[Records excerpted from a collection]

--------------------------------------------------

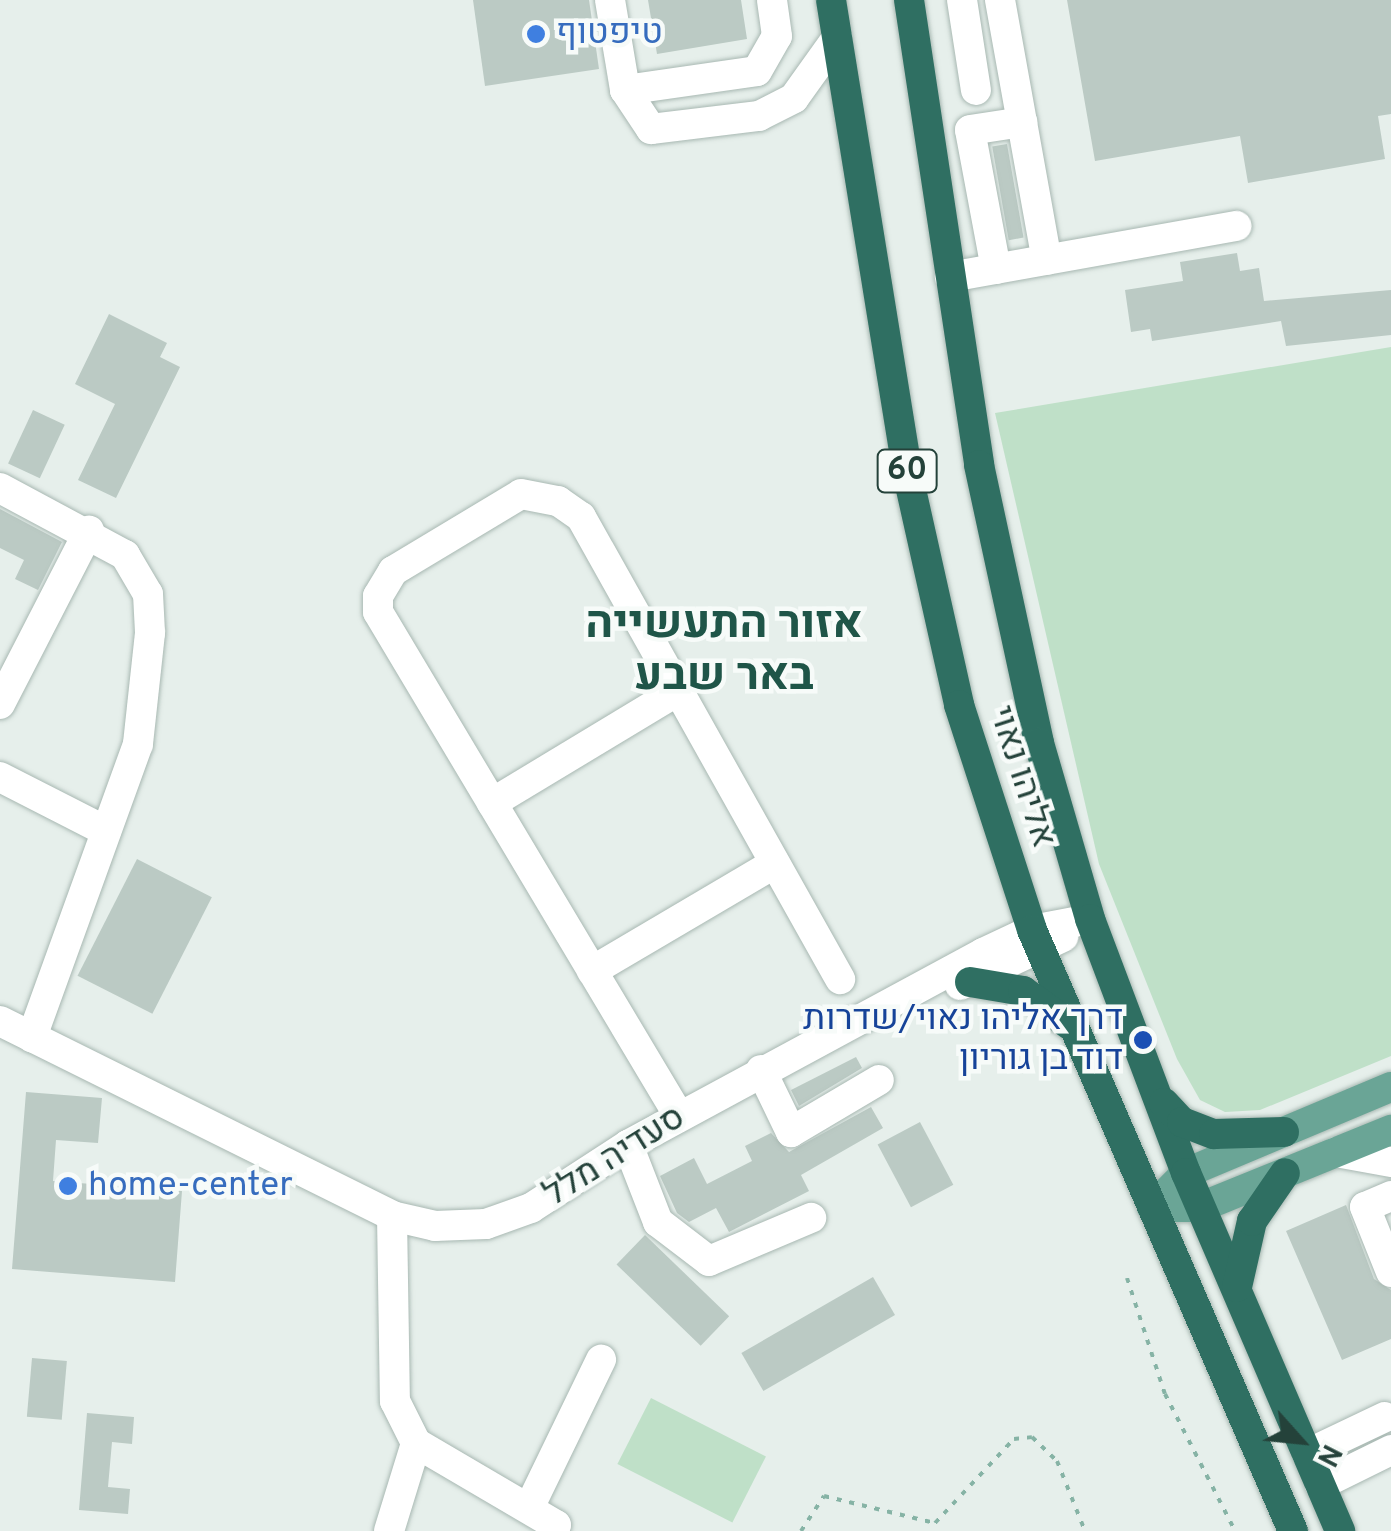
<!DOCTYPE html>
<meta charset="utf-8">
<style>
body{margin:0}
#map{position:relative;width:1391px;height:1531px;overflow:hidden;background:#e6efeb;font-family:Overpass,Heebo,sans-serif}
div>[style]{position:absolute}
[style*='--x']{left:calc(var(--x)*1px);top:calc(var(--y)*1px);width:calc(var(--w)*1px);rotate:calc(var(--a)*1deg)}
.green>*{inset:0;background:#bfe0c8;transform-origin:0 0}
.building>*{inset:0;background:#bbcac4;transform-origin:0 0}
.path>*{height:4px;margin-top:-2px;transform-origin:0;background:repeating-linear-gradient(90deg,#86b3a5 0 5px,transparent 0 13px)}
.roads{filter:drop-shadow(0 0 2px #a8b8b2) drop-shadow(0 0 2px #a8b8b2)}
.minor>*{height:30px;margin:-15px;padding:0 15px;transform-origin:15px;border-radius:15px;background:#fff}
.major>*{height:30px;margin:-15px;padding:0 15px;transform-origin:15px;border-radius:15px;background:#6aa596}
.highway>*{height:30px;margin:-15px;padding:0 15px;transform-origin:15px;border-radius:15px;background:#2f6f62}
.dots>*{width:28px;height:28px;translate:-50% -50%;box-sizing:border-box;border:5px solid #f7fbf9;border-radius:50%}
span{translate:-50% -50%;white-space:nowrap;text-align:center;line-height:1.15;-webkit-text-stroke:9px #f7fbf9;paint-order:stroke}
.shield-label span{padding:2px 8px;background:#f7fbf9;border:2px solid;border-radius:8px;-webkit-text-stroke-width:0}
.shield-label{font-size:32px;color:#24423a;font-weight:700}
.shop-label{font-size:35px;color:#366cbe}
.left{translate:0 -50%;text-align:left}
.street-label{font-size:35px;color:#24423a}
.transit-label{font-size:35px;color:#164399}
.right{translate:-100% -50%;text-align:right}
.district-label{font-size:45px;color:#1f5548;font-weight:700}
.north{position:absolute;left:1251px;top:1391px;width:100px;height:100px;-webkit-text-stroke:8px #f7fbf9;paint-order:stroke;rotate:117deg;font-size:28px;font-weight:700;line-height:40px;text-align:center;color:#24423a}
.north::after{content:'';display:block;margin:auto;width:35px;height:45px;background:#24423a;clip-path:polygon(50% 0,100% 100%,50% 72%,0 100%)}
</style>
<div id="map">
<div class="green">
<div style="clip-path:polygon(1391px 347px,1391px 1056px,1260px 1110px,1225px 1112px,1200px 1100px,1177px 1059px,1099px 864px,995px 413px)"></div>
<div style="left:651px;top:1398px;width:129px;height:74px;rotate:27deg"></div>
</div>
<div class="building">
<div style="clip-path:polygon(473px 0,589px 0,599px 69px,485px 86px)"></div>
<div style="clip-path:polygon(648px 0,741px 0,747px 39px,657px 54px)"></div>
<div style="clip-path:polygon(1067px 0,1391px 0,1391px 114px,1378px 116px,1385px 159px,1248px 183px,1240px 136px,1095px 161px)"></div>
<div style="left:1007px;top:144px;width:95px;height:15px;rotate:80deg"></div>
<div style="clip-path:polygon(1237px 253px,1240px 271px,1259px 268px,1264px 301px,1391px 290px,1391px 335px,1286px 346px,1281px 321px,1152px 341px,1150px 329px,1131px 332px,1125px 290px,1183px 281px,1180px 262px)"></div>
<div style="clip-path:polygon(109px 314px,167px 343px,160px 357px,180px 367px,116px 498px,78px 480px,115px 404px,75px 384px)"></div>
<div style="left:33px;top:410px;width:35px;height:59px;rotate:25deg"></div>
<div style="clip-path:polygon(0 509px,62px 542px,38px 590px,15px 579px,24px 560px,0 548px)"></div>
<div style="left:137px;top:859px;width:84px;height:131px;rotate:27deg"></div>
<div style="clip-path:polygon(856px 1057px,862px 1068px,799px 1106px,791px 1090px)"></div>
<div style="clip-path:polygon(26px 1092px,102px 1098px,98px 1143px,56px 1140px,53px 1181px,182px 1191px,175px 1282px,12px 1269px)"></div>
<div style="clip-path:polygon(871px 1107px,883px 1128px,801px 1175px,809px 1191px,729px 1232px,716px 1208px,689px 1222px,677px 1213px,660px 1176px,694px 1158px,707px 1184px,752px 1161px,745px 1146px,771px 1133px,789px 1152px)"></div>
<div style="left:920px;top:1122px;width:71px;height:48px;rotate:62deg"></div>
<div style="clip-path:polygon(1346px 1205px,1374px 1279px,1391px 1290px,1391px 1339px,1342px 1360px,1286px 1231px)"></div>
<div style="left:645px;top:1235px;width:117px;height:41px;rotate:44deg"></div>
<div style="left:873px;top:1277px;width:44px;height:152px;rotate:60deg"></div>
<div style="left:32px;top:1358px;width:35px;height:59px;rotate:5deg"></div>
<div style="clip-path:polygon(87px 1413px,134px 1417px,132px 1444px,112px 1442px,108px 1487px,130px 1489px,128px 1514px,79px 1510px)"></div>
</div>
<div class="path">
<div style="--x:1127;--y:1278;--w:122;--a:71.9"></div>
<div style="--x:1165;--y:1394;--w:154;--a:62.9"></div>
<div style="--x:801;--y:1531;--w:42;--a:-56.7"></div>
<div style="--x:824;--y:1496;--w:114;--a:13.7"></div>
<div style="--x:935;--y:1523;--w:115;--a:-46.8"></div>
<div style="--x:1014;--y:1439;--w:18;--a:-6"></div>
<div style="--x:1032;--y:1437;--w:35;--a:44"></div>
<div style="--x:1057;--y:1461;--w:75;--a:68.2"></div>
</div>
<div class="roads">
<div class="minor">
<div style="--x:610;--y:0;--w:91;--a:80.5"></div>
<div style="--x:625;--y:90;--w:47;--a:56.3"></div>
<div style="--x:651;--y:129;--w:109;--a:-6.9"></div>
<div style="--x:759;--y:116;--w:39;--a:-27"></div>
<div style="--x:794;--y:98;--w:74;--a:-54.4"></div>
<div style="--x:962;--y:0;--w:91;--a:81.2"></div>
<div style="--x:1000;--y:0;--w:264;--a:79.8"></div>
<div style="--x:625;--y:90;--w:133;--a:-8.2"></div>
<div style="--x:757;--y:71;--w:40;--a:-60.3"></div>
<div style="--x:777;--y:36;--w:36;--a:-98"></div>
<div style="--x:996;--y:269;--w:141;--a:-100.6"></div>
<div style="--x:970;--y:130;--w:53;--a:-8.7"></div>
<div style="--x:950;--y:277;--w:291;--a:-10.1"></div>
<div style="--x:0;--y:488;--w:142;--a:28.2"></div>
<div style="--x:125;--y:555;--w:45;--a:59.5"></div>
<div style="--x:148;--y:594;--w:39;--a:87"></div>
<div style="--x:150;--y:633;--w:112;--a:96.2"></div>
<div style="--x:138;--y:744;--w:312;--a:109.9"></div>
<div style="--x:0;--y:704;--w:195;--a:-62.8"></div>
<div style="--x:0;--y:777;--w:119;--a:27"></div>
<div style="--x:492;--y:803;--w:217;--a:-31.1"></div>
<div style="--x:592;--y:971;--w:212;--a:-30.5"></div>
<div style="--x:960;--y:985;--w:114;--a:-25"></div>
<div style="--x:0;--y:1021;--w:438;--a:26.4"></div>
<div style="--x:392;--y:1216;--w:44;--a:13.1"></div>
<div style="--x:435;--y:1226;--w:51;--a:-2.2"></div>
<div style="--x:486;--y:1224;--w:48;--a:-19.6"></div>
<div style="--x:531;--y:1208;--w:116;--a:-33"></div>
<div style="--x:628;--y:1145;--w:404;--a:-28.4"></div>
<div style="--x:983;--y:953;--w:54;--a:-25.1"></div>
<div style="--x:1032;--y:930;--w:59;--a:-10.7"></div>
<div style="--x:761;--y:1070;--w:69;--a:64.2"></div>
<div style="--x:791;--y:1132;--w:102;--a:-30.6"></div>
<div style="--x:679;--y:1116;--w:587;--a:-120.85"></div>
<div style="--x:378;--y:612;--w:16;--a:-90"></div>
<div style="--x:378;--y:596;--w:29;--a:-59"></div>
<div style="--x:393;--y:571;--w:149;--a:-31"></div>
<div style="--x:521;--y:494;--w:38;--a:11"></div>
<div style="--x:558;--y:501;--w:28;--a:35"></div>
<div style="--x:581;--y:517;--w:530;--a:60.72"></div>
<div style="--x:628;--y:1145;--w:83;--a:68.7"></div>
<div style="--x:658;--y:1222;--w:64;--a:37.4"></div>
<div style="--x:709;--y:1261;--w:111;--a:-22.9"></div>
<div style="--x:1336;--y:1152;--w:56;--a:10.3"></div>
<div style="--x:1391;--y:1196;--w:28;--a:157"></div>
<div style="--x:1365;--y:1207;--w:70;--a:68.2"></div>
<div style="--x:392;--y:1216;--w:185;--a:89.1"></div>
<div style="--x:395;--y:1401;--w:47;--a:63.4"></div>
<div style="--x:416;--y:1443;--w:162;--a:30.4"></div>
<div style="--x:556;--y:1525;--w:7;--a:117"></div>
<div style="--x:1307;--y:1454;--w:86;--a:-25.4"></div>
<div style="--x:1320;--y:1485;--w:79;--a:-26.2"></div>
<div style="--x:529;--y:1508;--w:165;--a:-64.1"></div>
<div style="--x:389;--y:1531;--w:92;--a:-72.9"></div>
</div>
<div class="major">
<div style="--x:1152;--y:1207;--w:48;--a:-45"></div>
<div style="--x:1186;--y:1173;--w:222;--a:-22.8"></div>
<div style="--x:1152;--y:1207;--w:49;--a:0"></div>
<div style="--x:1201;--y:1207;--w:205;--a:-22.1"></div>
</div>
<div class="highway">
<div style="--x:831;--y:0;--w:482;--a:80.8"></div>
<div style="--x:908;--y:476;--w:235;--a:77.4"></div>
<div style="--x:959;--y:705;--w:237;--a:72"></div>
<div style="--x:1032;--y:930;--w:655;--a:66.53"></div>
<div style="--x:909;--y:0;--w:470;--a:81.4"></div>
<div style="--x:979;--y:465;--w:284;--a:77.8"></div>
<div style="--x:1039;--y:743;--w:183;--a:73.8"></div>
<div style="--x:1090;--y:919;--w:272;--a:69.3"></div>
<div style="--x:1186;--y:1173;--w:390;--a:66.7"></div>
<div style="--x:970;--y:982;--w:54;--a:9.6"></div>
<div style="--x:1023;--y:991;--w:58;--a:35.9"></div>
<div style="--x:1164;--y:1103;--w:26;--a:47"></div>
<div style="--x:1182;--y:1122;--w:34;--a:21"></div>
<div style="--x:1214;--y:1134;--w:70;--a:-1.6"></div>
<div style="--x:1237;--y:1287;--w:68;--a:-77.2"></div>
<div style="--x:1252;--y:1221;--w:58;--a:-55.5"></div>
</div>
</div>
<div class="dots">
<div style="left:536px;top:34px;background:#3f7fe0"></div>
<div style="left:1143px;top:1040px;background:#1a4fb4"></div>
<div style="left:68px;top:1186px;background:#3f7fe0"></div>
</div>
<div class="shield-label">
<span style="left:907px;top:471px">60</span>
</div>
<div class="shop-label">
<span class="left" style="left:556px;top:34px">טיפטוף</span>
<span class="left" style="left:88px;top:1186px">home-center</span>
</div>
<div class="street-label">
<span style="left:1021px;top:777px;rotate:72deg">אליהו נאוי</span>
<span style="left:615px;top:1157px;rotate:-32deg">סעדיה מלל</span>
</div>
<div class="transit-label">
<span class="right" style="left:1123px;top:1040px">דרך אליהו נאוי/שדרות<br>דוד בן גוריון</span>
</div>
<div class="district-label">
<span style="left:724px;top:652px">אזור התעשייה<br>באר שבע</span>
</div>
<div class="north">N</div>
</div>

--------------------------------------------------

> WHAT IS EXPECTED: From the data, work out how many lines include the word "green"; the reply is that number and nothing else.

> REPLY: 2